Retention in Working Memory

Illustrations can also be seen as assisting the short-term or working memory by making more information readily available. Illustrations can present simultaneously all the information needed to explain a topic or perform a task. Where a linear string of words must use a series of semantic cues to its organization over the course of its passage, an illustration can use lines, boxes, arrows, space, color, typefaces, and the relative distance between elements to communicate information about the relationships of those elements. Because the reader can see this information at a glance or with minimal study, graphical presentation can be more efficient than words alone (Winn, 1987). For example, charts with multiple columns and rows can reveal the complex relationships between large amounts of information. Such information would be difficult to present and even more difficult to comprehend in words alone. When students read prose or hear exposition, they have to hold information in working memory long enough to relate it to information presented later– a difficult task in a long passage. Simultaneous presentation can reduce the processing load on the working memory and thus help students better see relationships within the information.

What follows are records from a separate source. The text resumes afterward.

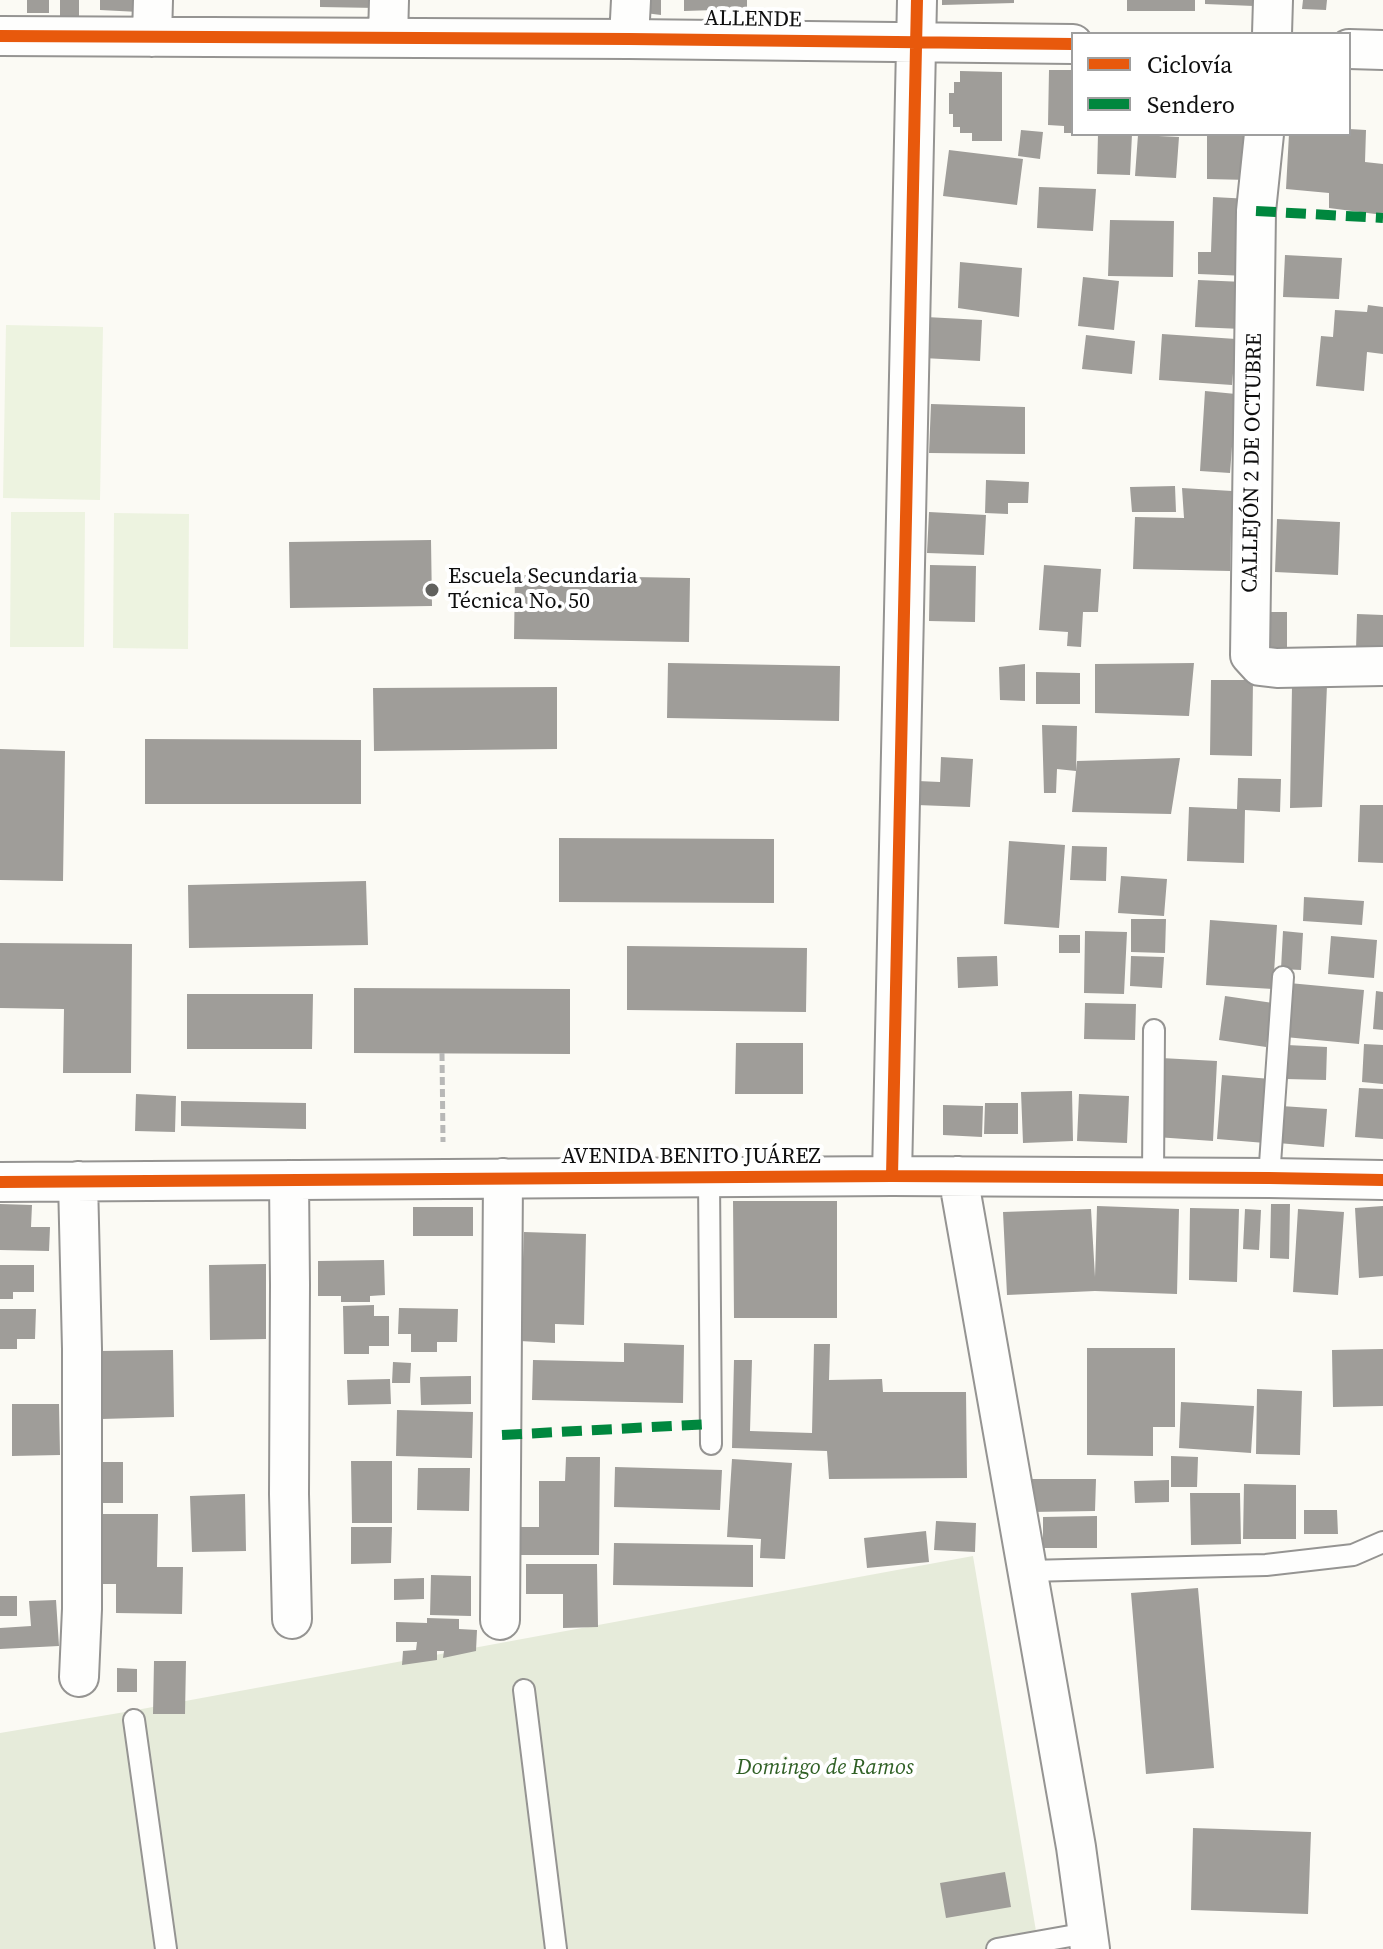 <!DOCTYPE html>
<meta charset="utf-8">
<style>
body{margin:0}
#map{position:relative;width:1383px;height:1949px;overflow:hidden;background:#fbfaf4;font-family:"Source Serif 4",serif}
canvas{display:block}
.legend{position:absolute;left:1071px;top:32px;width:280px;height:104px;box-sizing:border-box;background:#fff;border:2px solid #9f9f9f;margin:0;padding:10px 14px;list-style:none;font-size:24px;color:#0e0e0e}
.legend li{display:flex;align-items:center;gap:16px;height:40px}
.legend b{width:40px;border:2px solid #9f9f9f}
</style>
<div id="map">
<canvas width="1383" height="1949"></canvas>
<ul class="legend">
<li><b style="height:10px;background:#e8590c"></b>Ciclovía</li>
<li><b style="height:10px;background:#00873e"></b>Sendero</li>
</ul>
</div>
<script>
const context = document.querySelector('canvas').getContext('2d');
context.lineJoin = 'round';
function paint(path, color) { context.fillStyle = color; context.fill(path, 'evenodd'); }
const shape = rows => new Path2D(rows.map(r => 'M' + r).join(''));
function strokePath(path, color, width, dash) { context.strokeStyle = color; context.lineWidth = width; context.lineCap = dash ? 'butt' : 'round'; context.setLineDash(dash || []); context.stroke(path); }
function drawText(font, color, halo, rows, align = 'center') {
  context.font = font + ' "Source Serif 4",serif'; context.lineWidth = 8; context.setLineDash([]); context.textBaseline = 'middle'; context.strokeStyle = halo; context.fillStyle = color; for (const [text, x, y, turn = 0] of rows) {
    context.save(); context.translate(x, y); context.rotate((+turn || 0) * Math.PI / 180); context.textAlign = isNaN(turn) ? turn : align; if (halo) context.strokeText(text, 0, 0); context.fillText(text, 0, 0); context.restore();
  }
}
paint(shape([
 [973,1556,1039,1949,0,1949,0,1733,131,1711]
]), '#e6ebda');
paint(shape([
 [6,325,103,327,100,500,3,498],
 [11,512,85,512,84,647,10,647],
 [114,513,189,514,188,649,113,648]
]), '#edf3e0');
paint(shape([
 [27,0,49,0,49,13,27,13],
 [60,0,79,0,79,19,60,20],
 [100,0,140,0,139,12,100,10],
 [320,0,377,0,377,8,320,7],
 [644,0,661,0,661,15,645,13],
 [684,0,747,0,747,9,684,11],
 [942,0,1014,0,1014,3,942,5],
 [1127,0,1195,0,1195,11,1127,11],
 [1205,0,1254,0,1254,6,1205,4],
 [1303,0,1327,0,1326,10,1302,9],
 [1049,70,1073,70,1073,133,1064,133,1064,126,1048,125],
 [960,71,1002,72,1002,141,972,141,972,133,960,133,960,127,953,127,953,114,949,114,949,93,954,93,954,82,960,82],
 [1349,129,1366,130,1365,162,1383,164,1383,215,1329,208,1329,193,1286,189,1289,134,1349,134],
 [1021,130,1043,132,1040,159,1018,156],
 [1098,134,1132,134,1130,175,1097,174],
 [1207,134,1250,135,1249,180,1207,179],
 [1138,135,1179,137,1176,178,1135,176],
 [949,150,1023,159,1017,205,943,196],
 [1039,187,1096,189,1093,231,1037,228],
 [1213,197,1250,199,1247,276,1198,274,1198,252,1211,252],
 [1110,220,1174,221,1173,277,1108,276],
 [1285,255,1342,258,1339,299,1283,297],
 [960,262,1022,268,1019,317,958,308],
 [1083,277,1119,281,1114,330,1078,326],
 [1198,280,1244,282,1242,329,1195,327],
 [1368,305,1383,307,1383,354,1367,352,1364,391,1316,386,1321,336,1333,337,1335,310,1367,312],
 [926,317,982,320,980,361,923,358],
 [1162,334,1236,339,1232,385,1159,380],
 [1086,335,1135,341,1132,374,1082,369],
 [1205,391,1236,394,1230,473,1200,471],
 [931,404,1025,407,1025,454,929,453],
 [986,480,1029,482,1028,503,1008,503,1008,514,985,513],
 [1175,486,1176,512,1132,512,1130,487],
 [1182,488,1232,491,1230,571,1133,569,1135,517,1184,518],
 [929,512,986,515,984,555,927,553],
 [1277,519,1340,522,1338,575,1275,572],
 [431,540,432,606,290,608,289,542],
 [930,565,976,566,975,622,929,621],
 [1044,565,1101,569,1098,612,1083,612,1081,647,1067,646,1068,632,1039,630],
 [515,575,690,578,689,642,514,639],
 [1256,612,1287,612,1287,652,1253,652],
 [1357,614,1383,615,1383,651,1356,650],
 [668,663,840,666,839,721,667,718],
 [1194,663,1189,716,1095,713,1095,664],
 [1025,664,1025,701,1000,700,999,667],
 [1036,672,1080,673,1080,704,1036,704],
 [1211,680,1253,680,1252,756,1210,755],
 [1327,685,1322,807,1290,808,1292,686],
 [557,687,557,749,374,751,373,688],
 [1042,725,1077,726,1076,771,1077,761,1180,758,1171,814,1072,812,1076,771,1057,769,1056,793,1044,793],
 [145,739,361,740,361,804,145,804],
 [0,749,65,751,63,881,0,880],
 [941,757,973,759,970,807,917,805,918,781,940,782],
 [1238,778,1281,779,1280,812,1245,810,1244,863,1187,861,1189,807,1237,809],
 [1360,805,1383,805,1383,863,1358,862],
 [559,838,774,839,774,903,559,902],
 [1009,841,1065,845,1059,928,1004,924],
 [1072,846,1107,847,1106,881,1070,880],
 [1121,876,1167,879,1164,916,1118,913],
 [366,881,368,945,189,948,188,885],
 [1304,897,1364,901,1362,925,1303,921],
 [1131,919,1166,919,1165,953,1131,952],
 [1210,920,1277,925,1273,989,1206,985],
 [1085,931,1127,932,1124,994,1084,993],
 [1283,931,1303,933,1301,970,1281,969],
 [1059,935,1080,935,1080,953,1059,953],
 [1331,936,1377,940,1374,978,1328,974],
 [0,943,132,944,131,1073,63,1073,64,1009,0,1008],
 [627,946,807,948,806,1012,627,1010],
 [997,956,998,986,958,988,957,957],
 [1131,956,1164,957,1162,988,1130,986],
 [1289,983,1364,990,1359,1044,1285,1037],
 [354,988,570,989,570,1054,354,1053],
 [1376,991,1383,992,1383,1030,1373,1029],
 [187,994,313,994,312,1049,187,1049],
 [1225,996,1273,1003,1266,1047,1219,1040],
 [1085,1003,1136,1004,1135,1040,1084,1039],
 [736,1043,803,1043,803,1094,735,1094],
 [1364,1044,1383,1045,1383,1084,1362,1082],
 [1287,1045,1327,1047,1326,1080,1286,1079],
 [1161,1058,1217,1061,1213,1141,1156,1137],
 [1222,1075,1271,1079,1265,1143,1217,1139],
 [1359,1088,1383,1089,1383,1139,1355,1137],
 [1072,1091,1073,1141,1023,1143,1021,1092],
 [136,1094,176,1096,175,1132,135,1131],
 [1079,1094,1129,1096,1127,1143,1077,1141],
 [181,1101,306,1103,306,1129,181,1126],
 [985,1103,1018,1103,1018,1134,984,1134],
 [943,1105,983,1106,982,1137,943,1135],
 [1281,1106,1327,1109,1324,1147,1278,1143],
 [733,1201,837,1201,837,1318,734,1318],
 [0,1204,32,1205,31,1227,50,1227,49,1251,0,1250],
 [1271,1204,1290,1204,1289,1259,1270,1258],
 [1097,1206,1179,1209,1177,1294,1095,1291,1007,1295,1003,1212,1091,1209,1095,1277],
 [1383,1206,1383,1276,1359,1278,1355,1208],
 [413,1207,473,1207,473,1236,413,1236],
 [1190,1208,1239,1209,1237,1282,1189,1280],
 [1245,1209,1261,1210,1259,1250,1243,1249],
 [1298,1209,1344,1212,1338,1295,1293,1292],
 [524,1232,586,1234,584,1325,555,1324,555,1343,520,1341],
 [384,1260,385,1295,370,1296,370,1302,341,1302,341,1296,318,1296,318,1261],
 [266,1264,266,1339,210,1340,209,1265],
 [0,1265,34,1265,34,1292,13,1292,13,1299,0,1299],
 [374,1305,374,1316,389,1316,389,1346,369,1346,369,1354,344,1354,343,1306],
 [399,1308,458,1309,457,1342,437,1342,437,1352,411,1352,411,1334,398,1334],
 [0,1309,36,1309,35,1339,17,1339,17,1349,0,1349],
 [624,1343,684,1345,683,1403,532,1400,533,1360,624,1362],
 [814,1344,830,1344,829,1380,882,1379,883,1392,966,1392,967,1478,829,1479,827,1451,732,1448,734,1360,752,1360,750,1431,812,1433],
 [1087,1348,1175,1348,1175,1427,1153,1427,1153,1456,1087,1455],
 [1383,1349,1383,1406,1333,1407,1332,1350],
 [173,1350,174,1417,101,1419,99,1351],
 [393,1362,411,1363,410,1383,392,1383],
 [471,1376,471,1404,421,1405,420,1377],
 [390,1379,391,1404,348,1405,347,1380],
 [1257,1389,1302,1391,1300,1455,1256,1454],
 [1181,1402,1254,1406,1251,1453,1179,1448],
 [12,1404,59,1404,60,1455,12,1456],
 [397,1410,473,1412,472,1458,396,1456],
 [1171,1456,1198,1457,1197,1487,1171,1487],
 [566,1457,600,1457,599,1555,519,1555,520,1527,539,1527,539,1481,565,1481],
 [732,1459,792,1463,785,1559,760,1558,761,1539,727,1537],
 [351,1461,392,1461,392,1523,352,1523],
 [99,1462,123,1462,123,1503,100,1503],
 [615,1467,722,1470,720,1510,614,1507],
 [418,1468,470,1468,469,1511,417,1510],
 [1030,1479,1096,1479,1095,1511,1030,1512],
 [1169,1480,1169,1502,1135,1503,1134,1481],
 [1244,1484,1296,1485,1296,1539,1243,1539],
 [1190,1493,1240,1493,1241,1544,1191,1545],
 [245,1494,246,1551,192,1552,190,1496],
 [1304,1510,1337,1510,1338,1534,1304,1534],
 [101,1514,158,1514,157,1567,183,1567,182,1614,116,1613,116,1584,100,1584],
 [1097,1516,1097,1548,1043,1548,1043,1517],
 [936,1521,976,1523,975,1552,934,1550],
 [351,1527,392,1527,391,1563,351,1564],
 [926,1531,929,1562,867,1568,864,1538],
 [614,1543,753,1545,753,1587,613,1585],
 [526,1564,597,1564,598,1627,563,1628,563,1594,526,1594],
 [431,1575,471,1576,471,1616,430,1615],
 [424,1578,424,1599,394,1600,394,1579],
 [1198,1588,1214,1768,1146,1774,1131,1593],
 [0,1596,17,1596,17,1616,0,1616],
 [56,1600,59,1646,0,1649,0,1628,31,1626,29,1601],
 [427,1618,459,1619,459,1629,477,1630,476,1651,443,1658,444,1651,437,1651,437,1660,402,1665,403,1651,416,1650,417,1642,396,1642,396,1622,427,1623],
 [154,1661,186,1661,185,1714,153,1714],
 [117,1668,137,1669,137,1692,117,1692],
 [1193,1828,1311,1832,1308,1914,1191,1910],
 [1005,1872,1011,1907,946,1918,940,1883]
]), '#9f9d99');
const service = shape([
 [709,1177,711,1444],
 [1153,1177,1154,1030],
 [1269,1178,1283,977],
 [1028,1571,1266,1565,1353,1555,1383,1542],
 [524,1690,556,1949],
 [134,1720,166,1949],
 [997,1949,1087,1933]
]);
const minor = shape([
 [1272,34,1273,0],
 [0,36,629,39,1073,44],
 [152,37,153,0],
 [388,38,389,0],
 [629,39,631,0],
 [1349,49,1383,50],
 [1264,134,1256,211,1250,655,1260,666,1277,668,1383,666],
 [892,1176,917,0],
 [958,1176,1076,1847,1090,1949],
 [289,1180,290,1285,289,1494,292,1619],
 [78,1181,82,1349,82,1609,79,1677],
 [0,1182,892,1176,1269,1178,1383,1180],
 [500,1620,503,1178]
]);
strokePath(service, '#959492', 24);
strokePath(minor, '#959492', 42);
strokePath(shape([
 [442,1053,443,1142]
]), '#b8b8b7', 5, [8, 4]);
strokePath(service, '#fefefd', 20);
strokePath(minor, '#fefefd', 38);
strokePath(shape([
 [1256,211,1383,218],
 [502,1435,710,1424]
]), '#00873e', 10, [20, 10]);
strokePath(shape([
 [0,36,629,39,1073,44],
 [892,1176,917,0],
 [0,1182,892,1176,1269,1178,1383,1180]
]), '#e8590c', 12);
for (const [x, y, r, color] of [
 [432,590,8,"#61615e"]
]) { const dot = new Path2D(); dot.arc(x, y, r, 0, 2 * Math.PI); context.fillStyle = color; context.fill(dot); strokePath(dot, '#fff', 3); }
drawText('22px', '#0e0e0e', '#fff', [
 ["ALLENDE",753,20,1],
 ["CALLEJÓN 2 DE OCTUBRE",1253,463,-89],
 ["AVENIDA BENITO JUÁREZ",691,1157]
]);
drawText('22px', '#0e0e0e', '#fff', [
 ["Escuela Secundaria",448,577],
 ["Técnica No. 50",448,602]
], 'left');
drawText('italic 22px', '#306025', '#fff', [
 ["Domingo de Ramos",825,1768]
]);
</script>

Illustrations also assist working memory by helping to create hierarchies of information. Since the capacity of working memory is so limited, the mind uses hierarchies to reduce the numbers of necessary details it has to keep in store. A visual representation or a label of a subset of information can act as a pointer. This pointer can be stored in working memory instead of all its elements to reduce the mental workload, yet the pointer can keep the elements readily available for quick reference if needed (Gagné, 1985). Because illustrations can present a large amount of information simultaneously, and can use various visual cues to suggest hierarchical groups, they can become powerful pointers. The Greek and Roman speakers mentioned above sometimes used a strategy that involved associating passages of the poem or speech with images of objects and rooms in a real house. When reciting the poem, they would imagine themselves exploring that house, and would recall passages into working memory as they "visited" each room filled with reminders (Cicero, On the Good Life, as cited in Hilts, 1995). This type of strategy is so effective that even when the elements within a subgroup are only tenuously, or even artificially related, the visual pointer can solidly link them.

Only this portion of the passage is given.